* [Material provided]
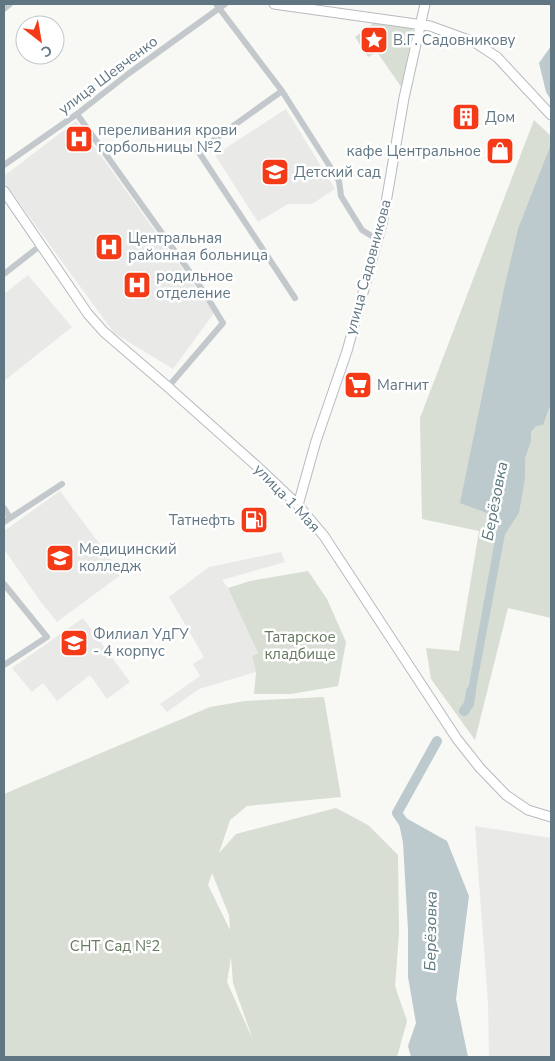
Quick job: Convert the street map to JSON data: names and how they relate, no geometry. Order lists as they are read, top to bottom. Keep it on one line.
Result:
{"streets":{"main road":["улица Садовникова","улица 1 Мая"],"street":["улица Шевченко"]},"crossings":[["улица Садовникова","улица 1 Мая"]],"water":["Берёзовка"],"parks":["Татарское кладбище","СНТ Сад №2"],"places":{"place":["В.Г. Садовникову"],"building":["Дом"],"hospital":["переливания крови горбольницы №2","Центральная районная больница","родильное отделение"],"shop":["кафе Центральное"],"school or university":["Детский сад","Медицинский колледж","Филиал УдГУ - 4 корпус"],"supermarket":["Магнит"],"fuel station":["Татнефть"]},"north":"bottom right"}
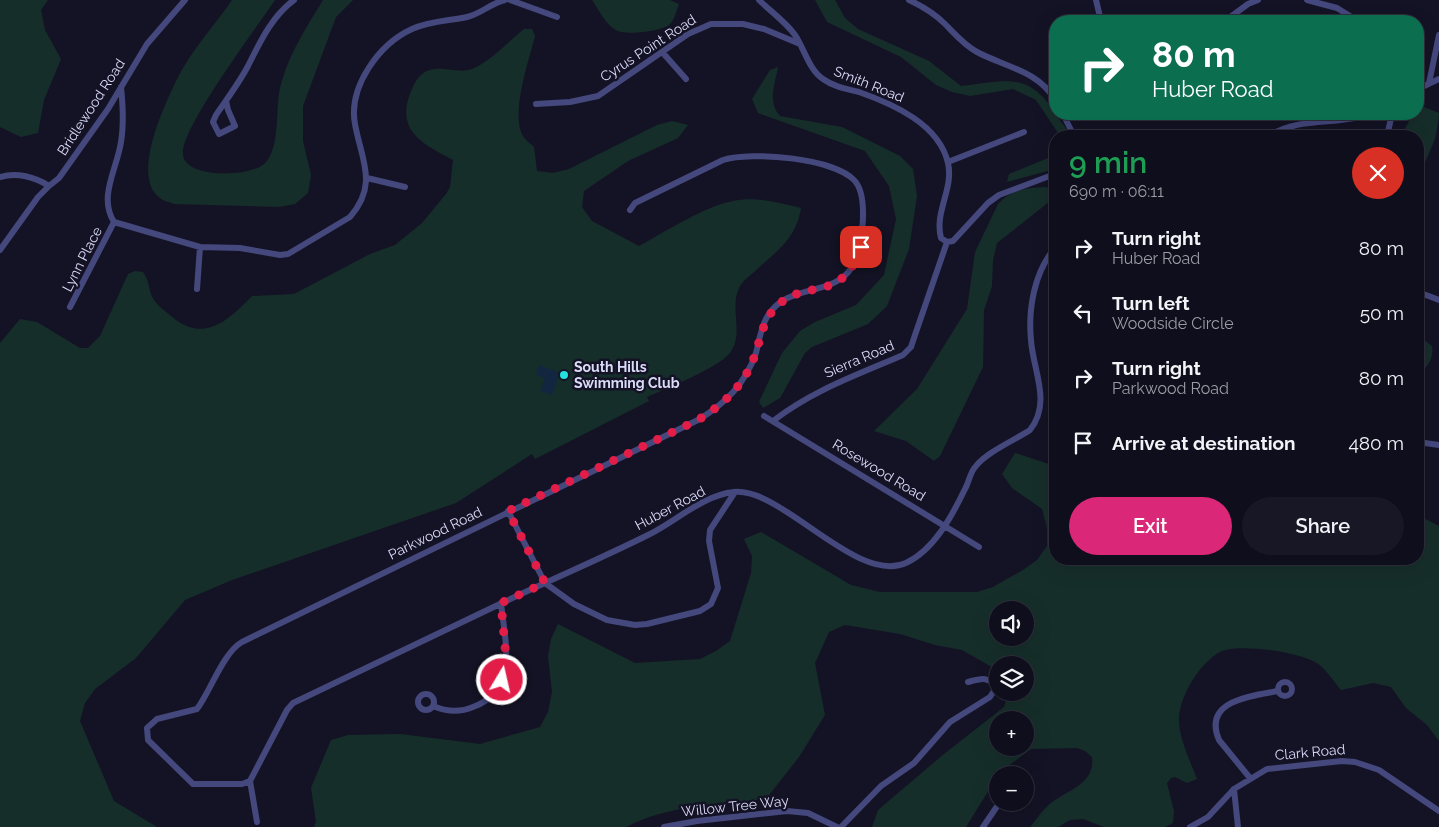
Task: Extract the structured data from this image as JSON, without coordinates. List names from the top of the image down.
{
  "streets": {
    "street": [
      "Cyrus Point Road",
      "Smith Road",
      "Bridlewood Road",
      "Lynn Place",
      "Sierra Road",
      "Rosewood Road",
      "Huber Road",
      "Parkwood Road",
      "Clark Road",
      "Willow Tree Way"
    ]
  },
  "crossings": [
    ["Cyrus Point Road", "Smith Road"],
    ["Sierra Road", "Rosewood Road"],
    ["Rosewood Road", "Huber Road"],
    ["Huber Road", "Parkwood Road"]
  ],
  "places": ["South Hills Swimming Club"],
  "page": {
    "turn": ["80 m", "Huber Road"],
    "heading": ["9 min", "690 m · 06:11"],
    "list": [
      {
        "name": "Turn right",
        "note": "Huber Road",
        "value": "80 m"
      },
      {
        "name": "Turn left",
        "note": "Woodside Circle",
        "value": "50 m"
      },
      {
        "name": "Turn right",
        "note": "Parkwood Road",
        "value": "80 m"
      },
      {
        "name": "Arrive at destination",
        "value": "480 m"
      }
    ],
    "buttons": ["Exit", "Share"],
    "map_buttons": ["+", "−"]
  }
}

* [Work request] Everything from the line that contains "Task: Extract the" through the final line of the listing is to be restated word for word, and nothing more.

* [Written answer]
Task: Extract the structured data from this image as JSON, without coordinates. List names from the top of the image down.
{
  "streets": {
    "street": [
      "Cyrus Point Road",
      "Smith Road",
      "Bridlewood Road",
      "Lynn Place",
      "Sierra Road",
      "Rosewood Road",
      "Huber Road",
      "Parkwood Road",
      "Clark Road",
      "Willow Tree Way"
    ]
  },
  "crossings": [
    ["Cyrus Point Road", "Smith Road"],
    ["Sierra Road", "Rosewood Road"],
    ["Rosewood Road", "Huber Road"],
    ["Huber Road", "Parkwood Road"]
  ],
  "places": ["South Hills Swimming Club"],
  "page": {
    "turn": ["80 m", "Huber Road"],
    "heading": ["9 min", "690 m · 06:11"],
    "list": [
      {
        "name": "Turn right",
        "note": "Huber Road",
        "value": "80 m"
      },
      {
        "name": "Turn left",
        "note": "Woodside Circle",
        "value": "50 m"
      },
      {
        "name": "Turn right",
        "note": "Parkwood Road",
        "value": "80 m"
      },
      {
        "name": "Arrive at destination",
        "value": "480 m"
      }
    ],
    "buttons": ["Exit", "Share"],
    "map_buttons": ["+", "−"]
  }
}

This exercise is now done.